Hi @lmaylein. Thanks for asking! I think that the more recent work described in the GitHub issue at https://github.com/IQSS/dataverse/issues/5889 will fix this bug. Specifically, the OpenAIRE export doesn't include these parentheses, so in a comment in that GitHub issue I proposed that the merged export also wouldn't include the parentheses around the affiliations of the Author metadata field. And I imagine that parentheses will not be included around the affiliations of the other fields that describe people or organizations, too, such as Point of Contact, Contributor, Producer, and Distributor.

pdurbin commented 2 months ago

As far as I can tell, in the Schema.org exports of all datasets published more recently, the author affiliations don't have parentheses.

Is the fix to re-export datasets? https://guides.dataverse.org/en/6.3/admin/metadataexport.html#batch-exports-through-the-api

Do we know which PR fixed it, by removing the parentheses (if it is indeed fixed)?

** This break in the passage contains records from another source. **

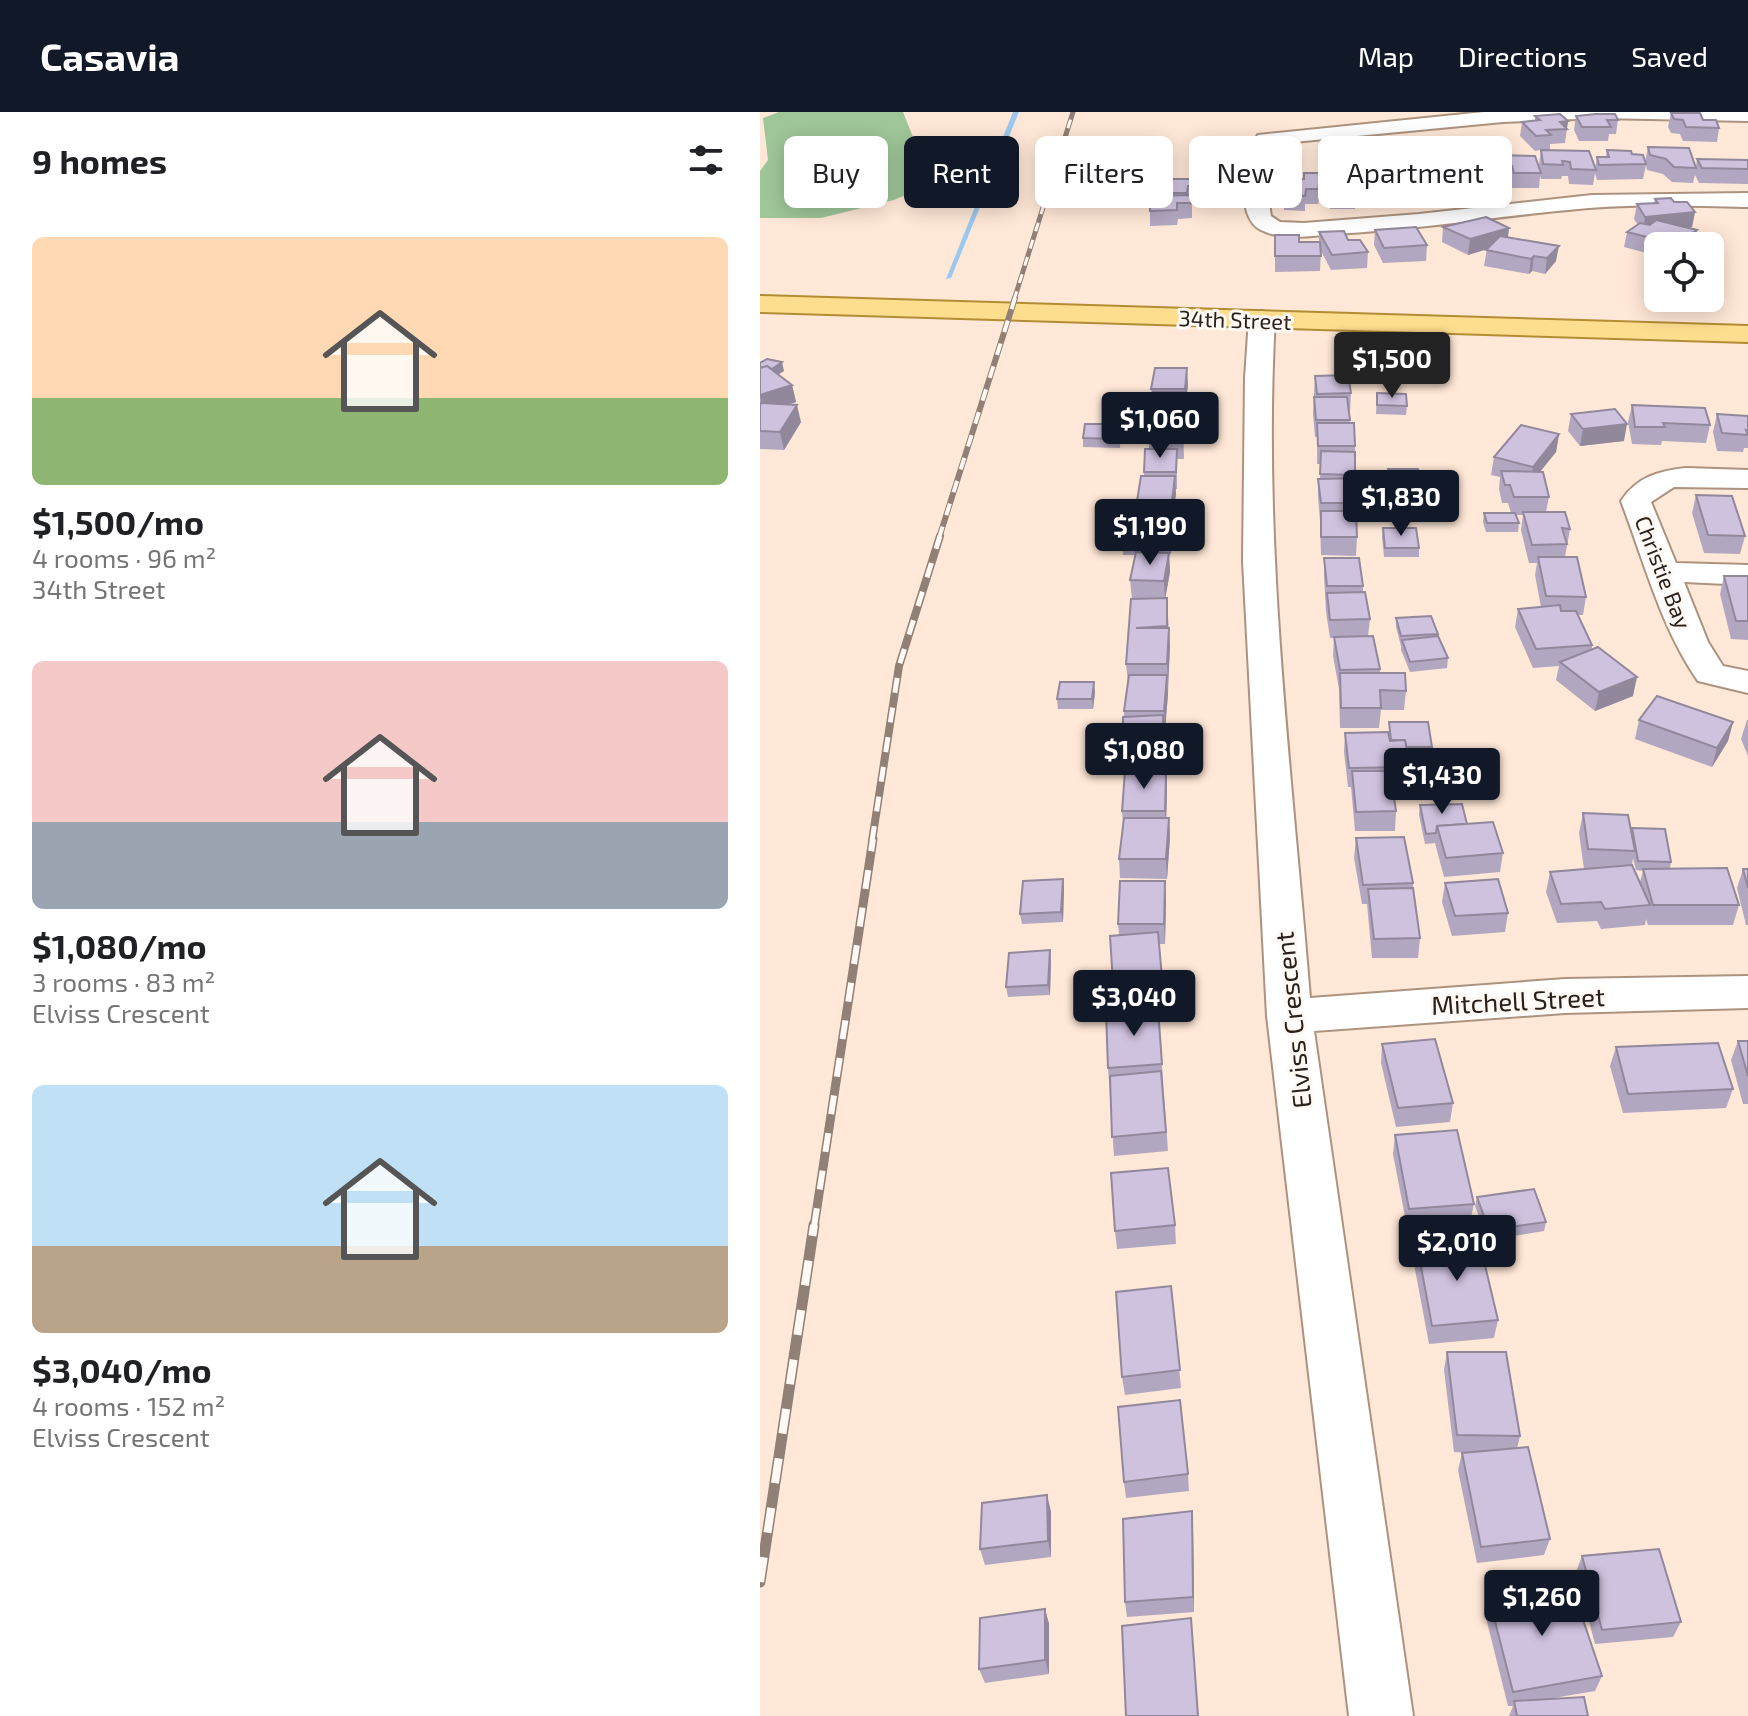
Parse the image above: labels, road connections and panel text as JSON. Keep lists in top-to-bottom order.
{
  "streets": {
    "main road": ["34th Street"],
    "street": ["Christie Bay", "Mitchell Street", "Elviss Crescent"]
  },
  "crossings": [
    ["34th Street", "Elviss Crescent"],
    ["Mitchell Street", "Elviss Crescent"]
  ],
  "page": {
    "header": "Casavia",
    "nav": ["Map", "Directions", "Saved"],
    "heading": "9 homes",
    "chip": [
      "Buy",
      "Rent",
      "Filters",
      "New",
      "Apartment"
    ],
    "list": [
      {
        "name": "$1,500/mo",
        "note": "4 rooms · 96 m² · 34th Street"
      },
      {
        "name": "$1,080/mo",
        "note": "3 rooms · 83 m² · Elviss Crescent"
      },
      {
        "name": "$3,040/mo",
        "note": "4 rooms · 152 m² · Elviss Crescent"
      }
    ],
    "price": [
      "$1,500",
      "$1,060",
      "$1,830",
      "$1,190",
      "$1,080",
      "$1,430",
      "$3,040",
      "$2,010",
      "$1,260"
    ]
  }
}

qqmyers commented 2 months ago

Schema.org was fixed in #9089. The problem for DataCite is that the displayValue for affiliation is sent to DataCite - see https://github.com/IQSS/dataverse/blob/a466c97d02e84160c75529b915bda5c664e38ec9/src/main/java/edu/harvard/iq/dataverse/pidproviders/doi/XmlMetadataTemplate.java#L163. I'm addressing it in #10615, #10632 (which need updates), but it could be addressed separately, or ~worked around by removing the parens in the formatting at https://github.com/IQSS/dataverse/blob/a466c97d02e84160c75529b915bda5c664e38ec9/scripts/api/data/metadatablocks/citation.tsv#L13 and resending the metadata to DataCite using the API (and assuming display without parens is OK).

pdurbin commented 2 months ago

Oh, the displayValue. Thanks.

Hmm, I assume the parens are there in the displayValue for a reason. That is, we probably shouldn't remove them.

@qqmyers I'm fine with waiting for one of your PRs above. If you address this bug in one of them, please use the normal "closes #9330" syntax so this issue goes through QA.